Sur 1 Jean, 3, 14-16 et Matthieu 25
Et voilà ! Nous sommes réunis aujourd'hui dans cette église pour célébrer le " passage " d'une croyante, notre amie. Une place de plus, sa place, qui restera vide désormais ! Et lorsque nous nous retrouverons chaque dimanche, nous ne pourrons pas ne pas nous souvenir : une personne, un visage, un sourire, quelqu'un qui nous a aimés et que nous aimions. Aujourd'hui, nous sommes tristes, mais notre tristesse est tempérée par le souvenir. Le souvenir de toute une vie. Car la mort est partie inhérente de la vie, elle est comme la continuation de la vie, ce qui lui donne sens et valeur, car elle est accomplissement.
Nous relisons aujourd'hui cette phrase paradoxale de saint Jean : " Nous sommes passés de la mort à la vie parce que nous aimons. " Passer de la mort à la vie, c'est l'inverse du processus naturel, puisque tous, nous sommes destinés à passer de la vie à la mort. Pourquoi Jean nous fait-il cette annonce paradoxale ? C'est qu'il fait référence à son ami Jésus, qui est mort et ressuscité. Il a vécu pendant quelques années dans son intimité, si bien que, pour lui, Jésus est devenu l'Amour personnifié, l'amour vécu. Il l'a fréquenté, il l'a admiré. Jamais il n'a rencontré homme aussi extraordinaire. Il dit que " Dieu est Amour " ; mais le mot amour est trop vague. Lui, Jean, a vu des gestes simples, concrets, de son ami Jésus. Il a vu des regards, qui étaient des regards d'amour (On le note dans l'évangile). Il a été témoin de son extraordinaire proximité avec les petits, les enfants, les jeunes, les femmes, les malades, tous ceux que la société de l'époque marginalisait et traitait de pécheurs infréquentables, aussi bien les malades que les publicains. Il a vu son ami Jésus enseignant, car il n'est pire misère que l'ignorance, guérissant, consolant, et même donnant à manger aux foules qui couraient après lui. Et puis, un jour, Jésus est passé de la mort à la vie. Jean était là, auprès de la croix, quand son ami agonisait, et il fut le premier à croire en sa résurrection au matin de Pâques, quand il vit le tombeau vide. Il fut parmi les premiers à le revoir vivant. Des années plus tard, faisant l'expérience intime d'une mystérieuse présence permanente de l'homme de Nazareth avec lui, compagnon de sa route terrestre, il écrit aux Églises qu'il a fondées, comme un testament, une simple formule, cent fois rabâchée : " Aimez-vous. " De plus en plus, il précisera ce commandement reçu du Maître : aimer, ce n'est pas n'importe quoi. Ce ne sont pas des paroles, des simples " je t'aime ". Ce sont des actes. Et ça prend toute la vie.
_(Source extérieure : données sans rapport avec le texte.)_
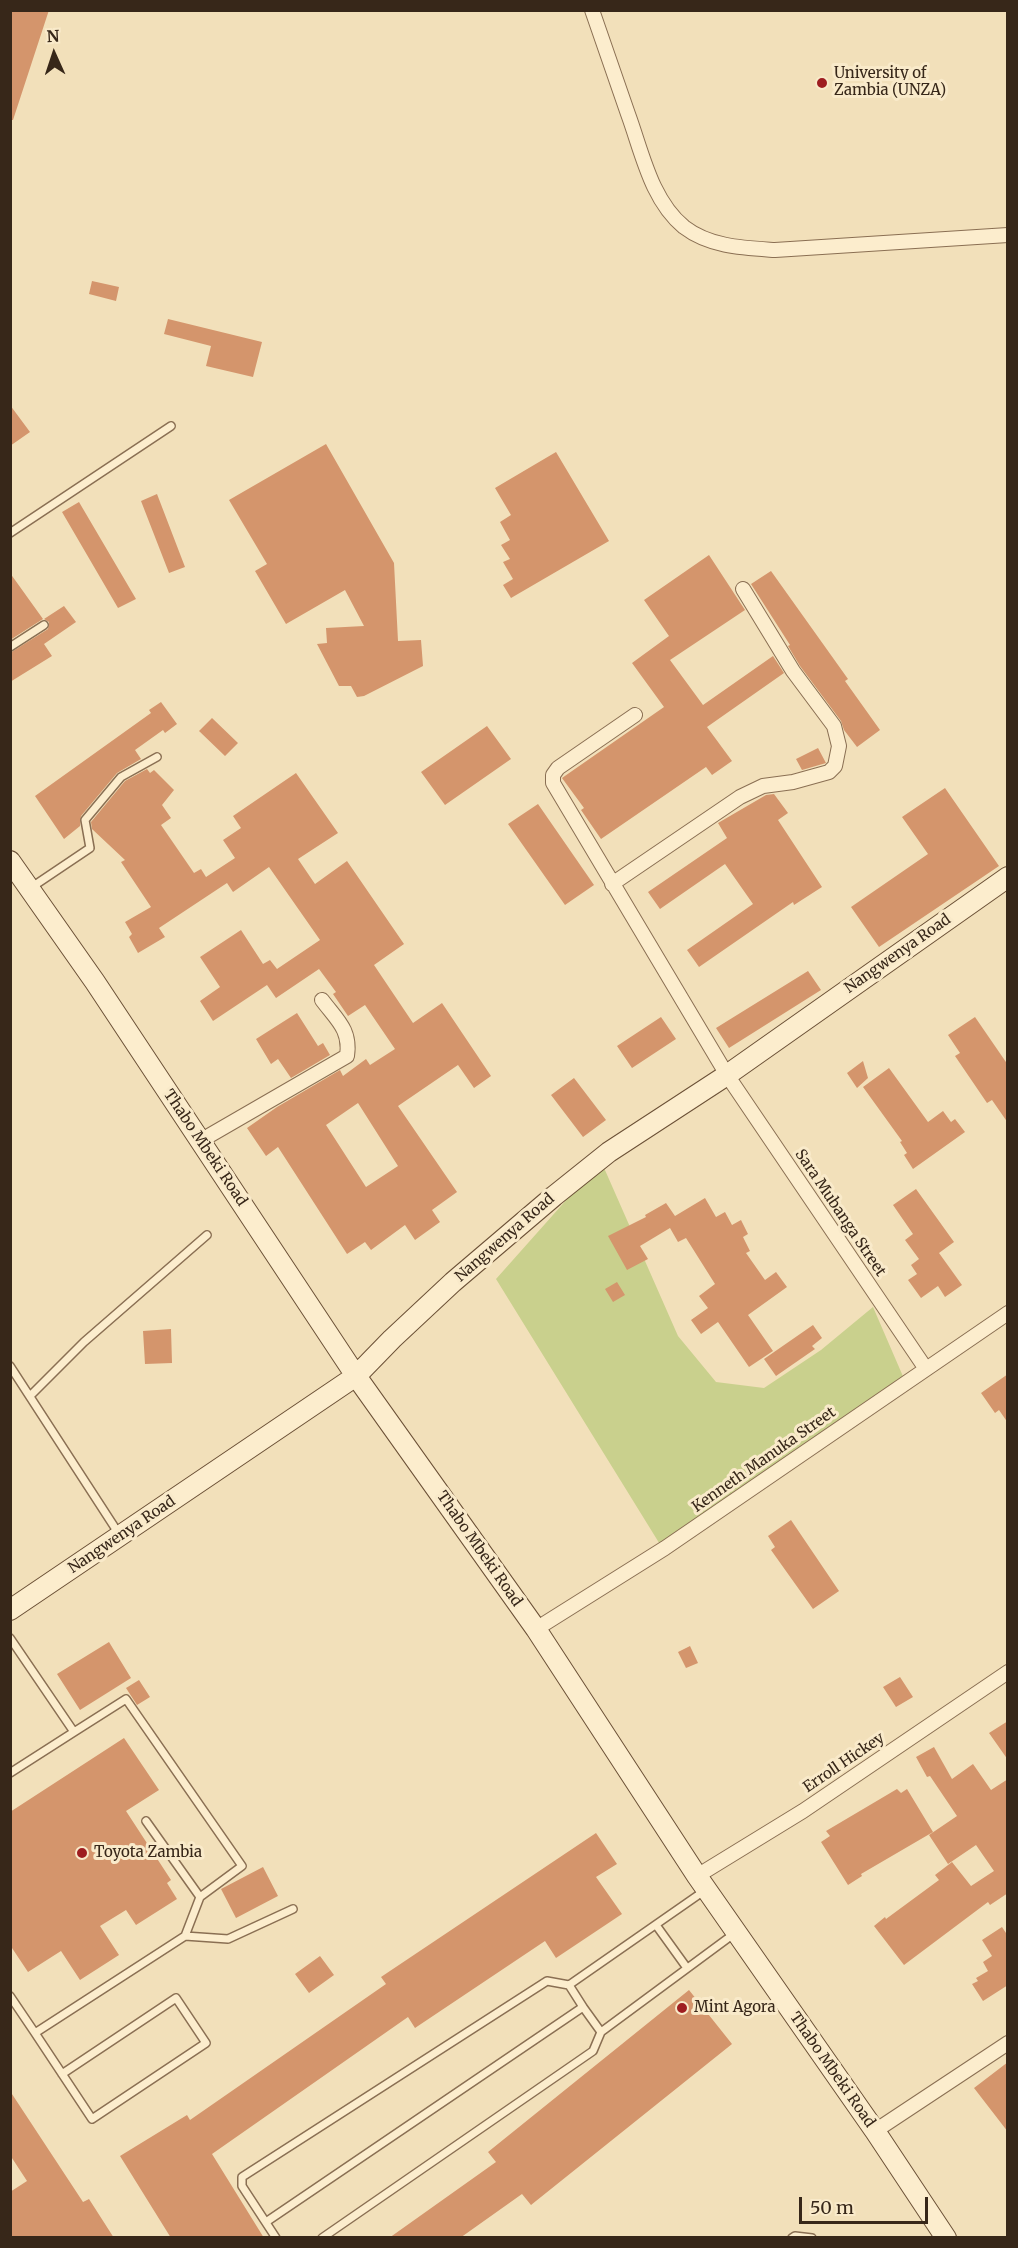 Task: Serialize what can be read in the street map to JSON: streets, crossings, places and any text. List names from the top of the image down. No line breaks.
{"streets":{"main road":["Nangwenya Road","Thabo Mbeki Road"],"street":["Sara Mubanga Street","Kenneth Manuka Street","Erroll Hickey"]},"crossings":[["Nangwenya Road","Thabo Mbeki Road"],["Nangwenya Road","Sara Mubanga Street"],["Thabo Mbeki Road","Kenneth Manuka Street"],["Thabo Mbeki Road","Erroll Hickey"],["Sara Mubanga Street","Kenneth Manuka Street"]],"places":["University of Zambia (UNZA)","Toyota Zambia","Mint Agora"],"scale_bar":"50 m","north":"top"}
Une fois de plus, nous entendons cette parole aujourd'hui. Et nous nous sentons bien petits. Apprendre à aimer, effectivement, ça prend toute une vie. Mais je crois que l'essentiel est de prendre, dès le début, la bonne direction. Car il n'y a que deux directions : l'amour de soi ou l'amour des autres. Il s'agit donc de privilégier, dans toute son existence, l'amour des autres. Sinon, c'est la mort. Ce n'est pas une question d'âge, c'est une question d'orientation. Il y a des jeunes - nous en connaissons certainement, hélas - qui sont radicalement morts. Et il y a des vieillards qui, jusque dans leur grand âge, sont extraordinairement vivants. Notre amie était de ceux-là.
C'est ce que l'évangile appelle " la vie éternelle ". Une vie qui ne finira pas, puisqu'on est " passé de la mort à la vie " quand on aime. Cette vie éternelle, nous dit Jésus, est déjà commencée. Et tout au long de notre route terrestre, on s'y entraîne. Imparfaitement, certes, avec des hauts et des bas. Mais tous les recommencements sont autant de signes de notre espérance. On apprend, à longueur de vie, à ouvrir nos yeux, nos oreilles, nos mains et notre cœur pour ceux qui ont faim, pour ceux qui sont " malades, nus ou en prison " (relire Matthieu 25) Un jour, l'entraînement terminé, nous serons capables de rejoindre notre amie et de vivre avec elle dans l'éternité de l'Amour. Ce jour-là, Jésus nous dira, à nous comme à elle : " Venez, les bénis de mon Père, chanter éternellement dans la chorale du Bon Dieu. "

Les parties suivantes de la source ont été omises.